Narodziny serii to de facto rok 1989, kiedy to Manfred Trenz zaprezentował demo zawierające jeden z poziomów. Wysokie osiągnięcia techniczne gry, olbrzymi świat, inspiracje czerpane m.in. z Metroida, brak liniowości i olbrzymia grywalność - to była prosta droga do sukcesu.
W grze wcielamy się w genetycznie stworzonego wojownika Turricana, którego zadaniem jest odzyskanie i rekultywacja planety Alterra. Jest to stworzona przez ludzi samowystarczalna kolonia, nad którą władzę przejęła zbuntowana sztuczna inteligencja. W skrócie: wybić wszystko.
Pięć ogromnych poziomów, swobodna eksploracja, szukanie sekretów, różnorodne bronie, walki z bossami czy możliwość zamiany w kolczastą kulę ala Metroid. Turrican jest platformówką, dużo tu strzelania, ale jest jedno zasadnicze ograniczenie - upływający czas. Nie dotrzesz do wyjścia, tracisz życie.

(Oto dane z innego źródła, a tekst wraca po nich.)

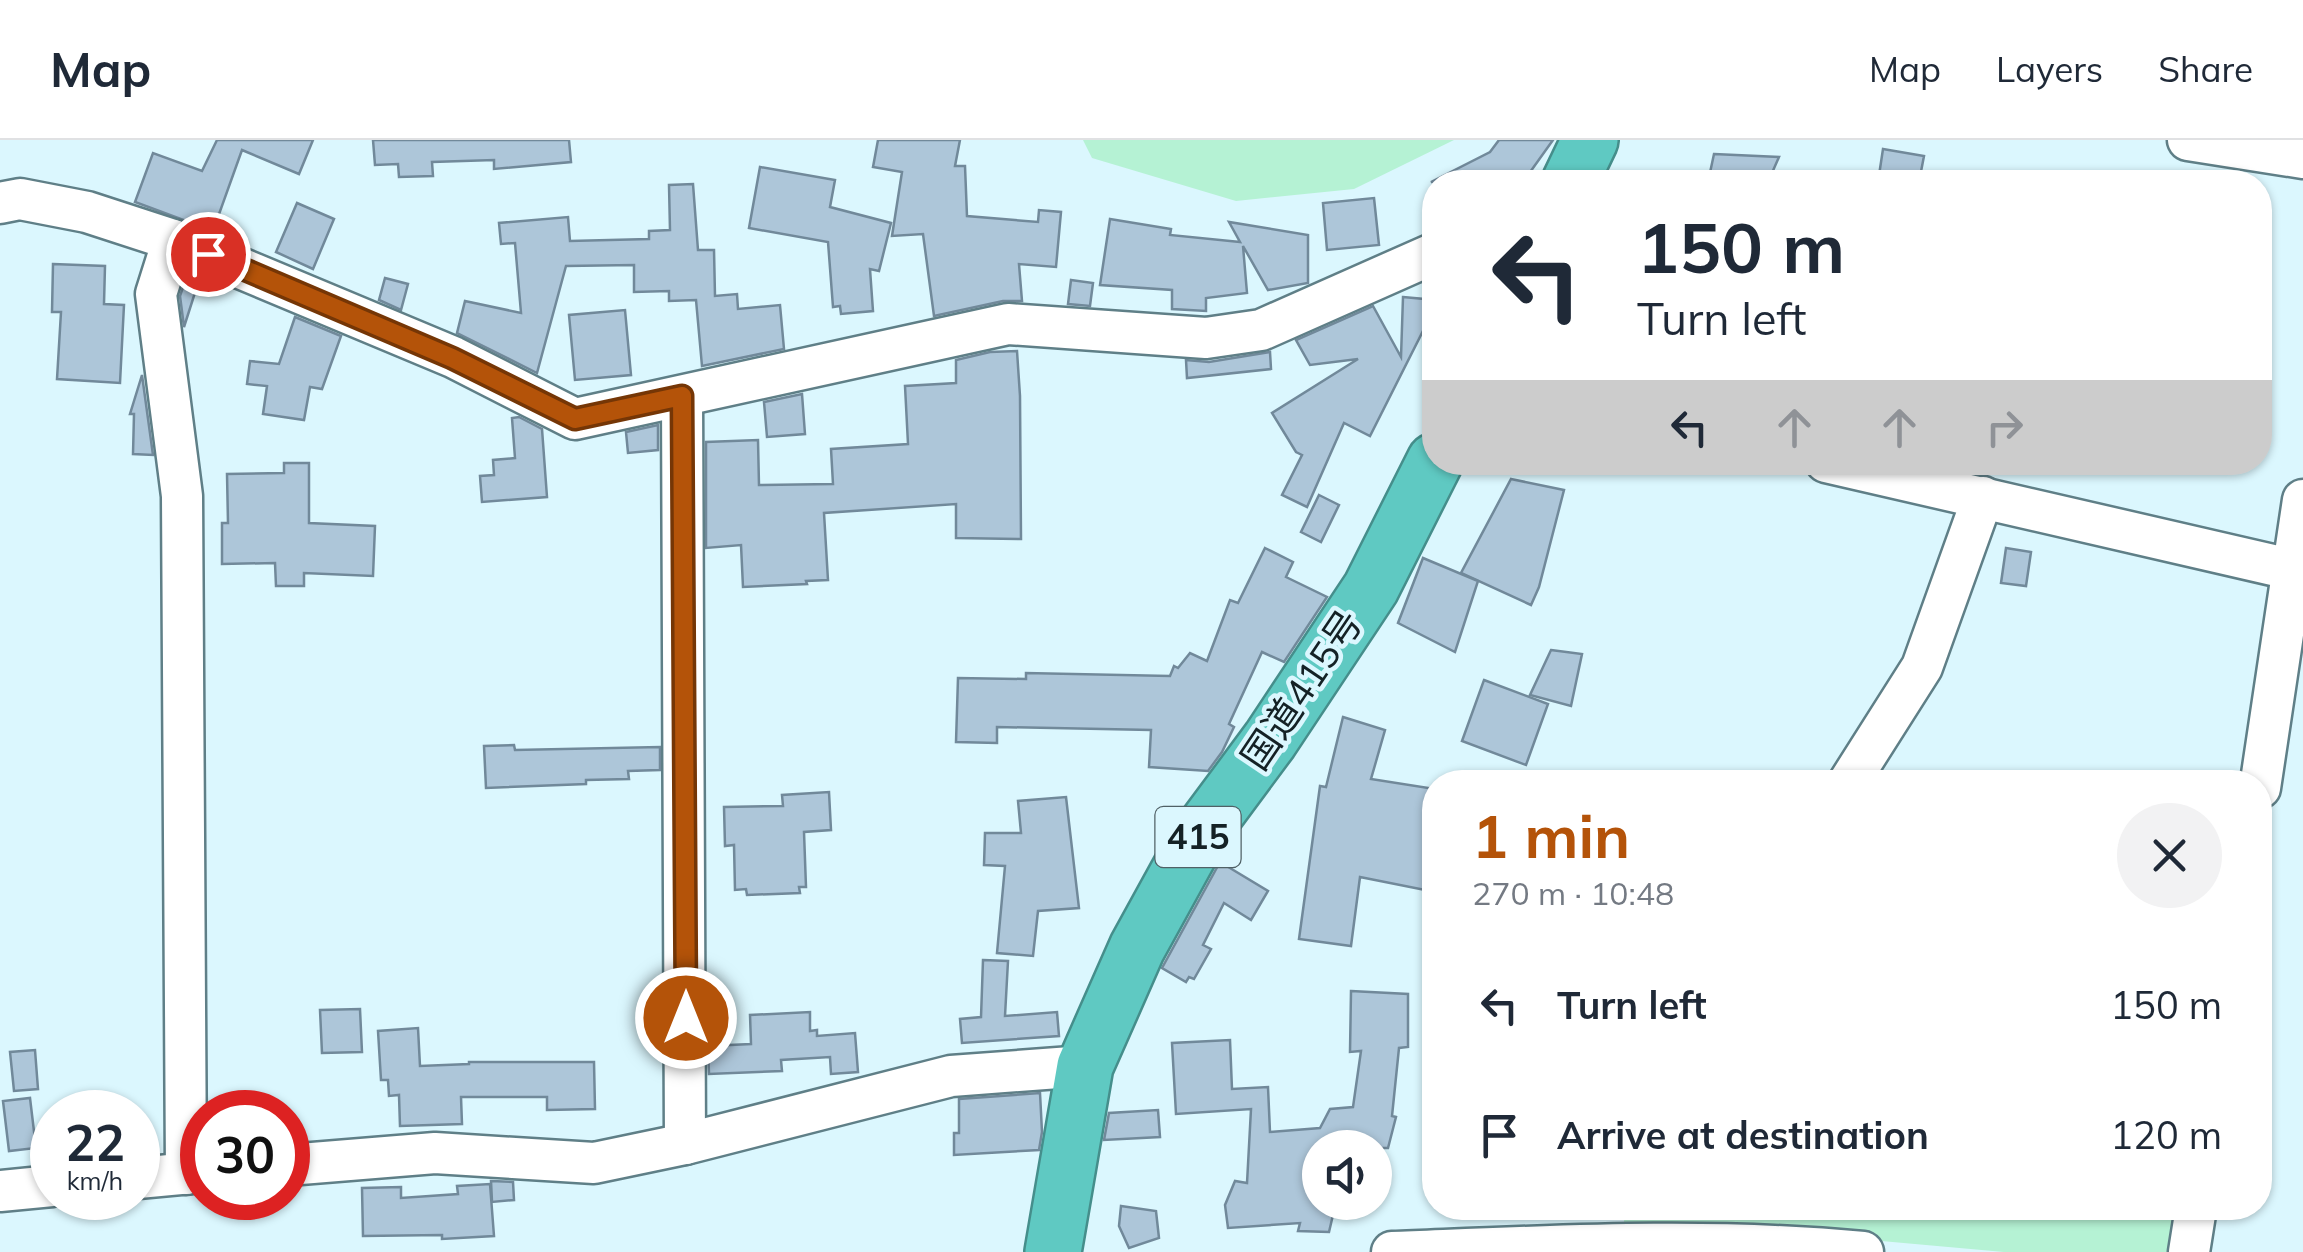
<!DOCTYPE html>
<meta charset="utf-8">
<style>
:root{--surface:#fff;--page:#f2f2f3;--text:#1f2937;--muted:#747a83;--line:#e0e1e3;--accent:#b45309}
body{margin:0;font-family:Mulish,"Noto Sans JP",sans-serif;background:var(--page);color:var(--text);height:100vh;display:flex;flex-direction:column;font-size:38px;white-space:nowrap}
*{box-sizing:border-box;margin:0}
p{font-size:32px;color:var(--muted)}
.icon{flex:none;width:55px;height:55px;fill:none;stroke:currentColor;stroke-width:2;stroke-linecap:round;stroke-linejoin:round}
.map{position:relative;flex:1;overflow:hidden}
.panel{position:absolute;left:1422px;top:630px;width:850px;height:450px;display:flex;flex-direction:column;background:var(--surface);border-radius:40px;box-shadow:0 2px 8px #0004}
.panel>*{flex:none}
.banner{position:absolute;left:1422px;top:30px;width:850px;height:305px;border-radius:40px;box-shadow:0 2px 8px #0004;background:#fff;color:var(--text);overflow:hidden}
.controls{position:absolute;left:1302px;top:990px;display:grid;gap:20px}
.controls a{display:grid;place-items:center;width:90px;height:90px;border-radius:50%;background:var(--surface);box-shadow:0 2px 8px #0004;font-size:50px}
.speed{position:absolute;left:30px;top:950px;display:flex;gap:20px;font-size:50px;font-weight:700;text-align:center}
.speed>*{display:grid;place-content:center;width:130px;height:130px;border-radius:50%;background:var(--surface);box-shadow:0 2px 8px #0004;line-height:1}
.speed small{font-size:25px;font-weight:400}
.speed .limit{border:15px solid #d22;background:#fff;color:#111}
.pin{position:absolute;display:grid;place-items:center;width:85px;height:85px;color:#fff;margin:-42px;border:5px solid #fff;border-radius:50%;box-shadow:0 2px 10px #0007}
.me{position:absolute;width:110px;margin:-55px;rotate:0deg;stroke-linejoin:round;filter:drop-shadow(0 0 8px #0008)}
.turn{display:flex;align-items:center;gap:35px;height:210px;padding:0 50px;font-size:45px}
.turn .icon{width:130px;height:130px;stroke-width:2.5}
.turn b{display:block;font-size:70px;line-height:85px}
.lanes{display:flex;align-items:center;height:95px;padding:0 50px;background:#0003;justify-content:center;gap:50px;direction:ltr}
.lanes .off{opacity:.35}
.round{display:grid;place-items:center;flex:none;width:105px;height:105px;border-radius:52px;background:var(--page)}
.head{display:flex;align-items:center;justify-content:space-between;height:170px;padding:0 50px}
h1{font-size:60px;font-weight:700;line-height:75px;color:var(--accent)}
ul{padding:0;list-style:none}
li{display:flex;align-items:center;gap:30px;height:130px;padding:0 50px}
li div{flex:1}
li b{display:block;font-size:38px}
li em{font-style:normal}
header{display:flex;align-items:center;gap:60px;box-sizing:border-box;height:140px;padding:0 50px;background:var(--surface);border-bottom:2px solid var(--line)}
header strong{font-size:48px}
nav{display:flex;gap:55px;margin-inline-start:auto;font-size:35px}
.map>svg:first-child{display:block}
</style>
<header>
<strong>Map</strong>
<nav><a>Map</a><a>Layers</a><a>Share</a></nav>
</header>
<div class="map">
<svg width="2303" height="1112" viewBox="0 0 2303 1112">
<rect width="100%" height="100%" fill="#dbf7fe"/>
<g fill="#b5f2d4">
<polygon points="1083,0 1454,0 1354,49 1236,61 1092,18"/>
<polygon points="1625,1068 2145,1068 2177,1073 2170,1112 2004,1112 1781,1092 1623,1095"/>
</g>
<g fill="#adc6d9" stroke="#71899a" stroke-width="2.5">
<polygon points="217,0 313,0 299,34 242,10 213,91 135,62 153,13 202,31"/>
<polygon points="373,0 569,0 571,22 494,29 494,20 432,22 433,36 399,37 398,24 375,25"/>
<polygon points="878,0 960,0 955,26 965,26 967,76 1038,82 1039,70 1061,72 1056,127 1019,124 1022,161 1003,161 934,176 923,94 892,96 902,32 873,27"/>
<polygon points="1499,0 1553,0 1528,35 1514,42 1431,42 1490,12"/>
<polygon points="1883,9 1924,16 1919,42 1878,42"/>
<polygon points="1714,14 1779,17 1768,42 1708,42"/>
<polygon points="760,27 835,40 830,67 891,83 879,131 870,129 873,171 841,174 840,166 833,167 828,102 749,88"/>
<polygon points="693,44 698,110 714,110 715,156 737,154 738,169 780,165 784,209 702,226 696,160 669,161 669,151 634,152 634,125 566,126 537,233 457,193 465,161 521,173 515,103 501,104 499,83 568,77 570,101 649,99 649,91 670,90 669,45"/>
<polygon points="1374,58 1379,105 1327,110 1323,63"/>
<polygon points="297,63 334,79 313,129 276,112"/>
<polygon points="1110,79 1171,89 1170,95 1240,102 1229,82 1308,95 1308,143 1268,150 1243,106 1247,153 1206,158 1206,171 1172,169 1172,150 1100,145"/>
<polygon points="53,124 105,126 104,164 124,165 120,243 57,239 61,172 52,172"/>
<polygon points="188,132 200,137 184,187 180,156"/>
<polygon points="385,138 408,144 401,170 379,160"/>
<polygon points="1071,140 1093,143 1090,166 1068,164"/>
<polygon points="1403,157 1435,160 1435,193 1423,191 1370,296 1344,283 1307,367 1282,355 1302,315 1296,312 1272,273 1358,219 1310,225 1296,200 1373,166 1401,217"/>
<polygon points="625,170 631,235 575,240 569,175"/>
<polygon points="295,177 341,196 322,249 310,247 304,280 263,274 267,246 247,244 250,221 279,224"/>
<polygon points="1017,211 1020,256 1021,399 956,398 956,364 824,373 828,440 806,441 807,444 743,447 741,405 706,408 706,302 758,300 759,345 833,344 831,309 908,304 905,246 956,243 956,220 990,212"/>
<polygon points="1270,212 1271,229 1187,238 1186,220 1209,222"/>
<polygon points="142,235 153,315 133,314 134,274 130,274"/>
<polygon points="802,254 805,294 767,297 764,262"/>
<polygon points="519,277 542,289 547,357 482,362 480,336 494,335 493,320 515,318 512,278"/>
<polygon points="658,285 658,310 628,313 626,292"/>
<polygon points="284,323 309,323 309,383 375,386 373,436 304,433 304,446 276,446 275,423 222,424 222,383 228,383 227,334 284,333"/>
<polygon points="1511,339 1564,350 1539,447 1531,465 1461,433"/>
<polygon points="1319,355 1339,365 1321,402 1301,392"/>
<polygon points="1265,408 1293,422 1286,437 1327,457 1284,522 1262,512 1229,584 1234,587 1222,612 1208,631 1149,627 1151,590 997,587 997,603 956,602 958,538 1026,539 1026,533 1170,536 1174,526 1178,528 1190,513 1207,521 1230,460 1238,463"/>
<polygon points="2006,408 2031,412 2026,446 2001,443"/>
<polygon points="1423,418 1478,441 1455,512 1398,483"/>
<polygon points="1551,510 1582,514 1571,566 1530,555"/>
<polygon points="1484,540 1548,564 1526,625 1462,601"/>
<polygon points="1343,577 1385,590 1371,639 1435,649 1435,752 1360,737 1351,806 1299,799 1320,646 1326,647"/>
<polygon points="514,605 515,610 660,607 660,630 628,631 629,639 586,640 586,644 486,648 484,606"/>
<polygon points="829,652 831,690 804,692 806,747 799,747 800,753 747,755 746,749 735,750 734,705 725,706 724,667 783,666 782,655"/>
<polygon points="1066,657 1079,768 1038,771 1033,816 997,813 1005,726 984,725 985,693 1021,693 1018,661"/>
<polygon points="1220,722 1268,751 1251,780 1224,763 1203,805 1211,809 1194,839 1189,837 1186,842 1162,828"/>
<polygon points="983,820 1008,821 1005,876 1057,872 1059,896 962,903 960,879 981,877"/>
<polygon points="1351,851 1408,854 1408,907 1399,908 1392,976 1396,977 1388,1008 1320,1008 1320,1062 1336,1062 1329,1092 1298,1091 1300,1083 1228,1088 1225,1065 1235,1041 1247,1043 1251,969 1176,974 1172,903 1230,900 1232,949 1268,947 1270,992 1320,988 1330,969 1353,967 1361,911 1350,912"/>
<polygon points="360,869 362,912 322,913 320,870"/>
<polygon points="810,872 810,891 817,890 817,896 855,893 858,932 831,934 830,917 781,920 782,931 709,934 708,906 751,904 750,875"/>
<polygon points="418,888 420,926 469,924 469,922 594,922 595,969 547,970 547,957 461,957 462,984 400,986 399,955 389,956 388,940 381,940 378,891"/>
<polygon points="35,910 38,949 14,951 10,912"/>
<polygon points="1040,953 1042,992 1039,1010 954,1015 954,993 959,993 959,959"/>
<polygon points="30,958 36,1008 9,1011 3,961"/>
<polygon points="1158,970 1160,997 1104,1000 1109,973"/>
<polygon points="491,1041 513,1042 514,1060 492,1062"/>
<polygon points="490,1044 494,1096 442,1099 442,1095 363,1096 362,1048 401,1047 401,1058 458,1054 457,1046"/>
<polygon points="1121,1066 1156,1071 1159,1098 1129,1108 1119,1086"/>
</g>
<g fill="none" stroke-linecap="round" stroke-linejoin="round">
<defs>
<g id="minor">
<polyline points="2188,0 2303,18"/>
<polyline points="0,63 20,59 87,72 173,100 453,217 575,279 1008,184 1206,198 1261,190 1435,113"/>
<polyline points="173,100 156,154 182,356 186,1034"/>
<polyline points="682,257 685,1004"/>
<polyline points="1826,322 2303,432"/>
<polyline points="1849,642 1922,527 1983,357"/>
<polyline points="2260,648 2303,360"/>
<polyline points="288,1025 435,1013 594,1023 685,1004 951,936 1085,926"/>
<polyline points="138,1038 202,1032"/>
<polyline points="0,1051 52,1046"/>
<path d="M1392,1112C1549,1106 1707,1097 1863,1112"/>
<polyline points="2189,1112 2196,1068"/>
</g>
<g id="highway">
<polyline points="1570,42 1590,0"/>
<polyline points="1053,1112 1085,926 1137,808 1198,697 1270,600 1371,448 1435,321"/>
</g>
</defs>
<use href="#minor" stroke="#5f7f87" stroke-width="45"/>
<use href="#highway" stroke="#458e8b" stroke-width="60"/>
<use href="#minor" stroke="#fff" stroke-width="40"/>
<use href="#highway" stroke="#5fc9c2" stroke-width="55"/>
</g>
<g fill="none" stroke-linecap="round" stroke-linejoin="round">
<defs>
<polyline id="route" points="208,114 452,218 575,279 682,256 686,878"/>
</defs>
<use href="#route" stroke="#753606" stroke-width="25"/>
<use href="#route" stroke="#b45309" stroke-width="18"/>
</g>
<g text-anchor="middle" stroke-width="9" stroke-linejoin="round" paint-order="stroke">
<rect fill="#dbf7fe" stroke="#506166" stroke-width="2.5" x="1155.5" y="667" width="85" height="60" rx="8"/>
<g font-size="35" font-weight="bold" fill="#142125">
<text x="1198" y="709">415</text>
</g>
<g font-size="38" fill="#142125" stroke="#dbf7fe">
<text transform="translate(1302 550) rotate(-56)" y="13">国道415号</text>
</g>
</g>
</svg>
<div class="controls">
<a><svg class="icon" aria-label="sound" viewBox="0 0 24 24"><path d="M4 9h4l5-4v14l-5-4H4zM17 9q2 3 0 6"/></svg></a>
</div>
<div class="speed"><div>22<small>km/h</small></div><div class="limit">30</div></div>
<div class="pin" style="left:208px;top:114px;background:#d93025"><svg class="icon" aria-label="arrive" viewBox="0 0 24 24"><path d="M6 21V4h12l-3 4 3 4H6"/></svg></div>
<svg class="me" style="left:686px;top:878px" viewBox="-20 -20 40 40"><circle r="17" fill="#b45309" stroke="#fff" stroke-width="3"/><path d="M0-11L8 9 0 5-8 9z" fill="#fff"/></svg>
<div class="banner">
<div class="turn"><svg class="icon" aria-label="left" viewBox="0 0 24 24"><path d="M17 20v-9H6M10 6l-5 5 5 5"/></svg><div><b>150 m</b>Turn left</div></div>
<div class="lanes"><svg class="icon" aria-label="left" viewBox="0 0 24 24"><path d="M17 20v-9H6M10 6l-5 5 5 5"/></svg><svg class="icon off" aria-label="ahead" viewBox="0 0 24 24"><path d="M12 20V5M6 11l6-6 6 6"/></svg><svg class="icon off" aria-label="ahead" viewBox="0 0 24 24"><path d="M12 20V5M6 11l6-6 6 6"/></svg><svg class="icon off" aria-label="right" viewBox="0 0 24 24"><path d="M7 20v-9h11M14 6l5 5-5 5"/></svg></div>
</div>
<section class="panel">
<div class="head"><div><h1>1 min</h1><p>270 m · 10:48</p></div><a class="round"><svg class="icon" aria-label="close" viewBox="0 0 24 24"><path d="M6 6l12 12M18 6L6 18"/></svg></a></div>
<ul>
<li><svg class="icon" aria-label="left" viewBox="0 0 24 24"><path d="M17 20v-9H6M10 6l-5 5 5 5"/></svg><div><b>Turn left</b></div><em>150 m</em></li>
<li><svg class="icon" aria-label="arrive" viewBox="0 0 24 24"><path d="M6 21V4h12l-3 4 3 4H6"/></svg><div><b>Arrive at destination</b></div><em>120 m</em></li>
</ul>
</section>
</div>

Produkcja została przyjęta bardzo entuzjastycznie, co pozwoliło wydać ją na kolejne platformy - zarówno te mocniejsze jak Amiga czy Atari ST, jak i słabsze ZX Spectrum i Game Boy. Dzięki popularności pojawiały się kolejne części serii, w sumie sześć, a ostatnią jest Super Turrican 2 z 1995 roku.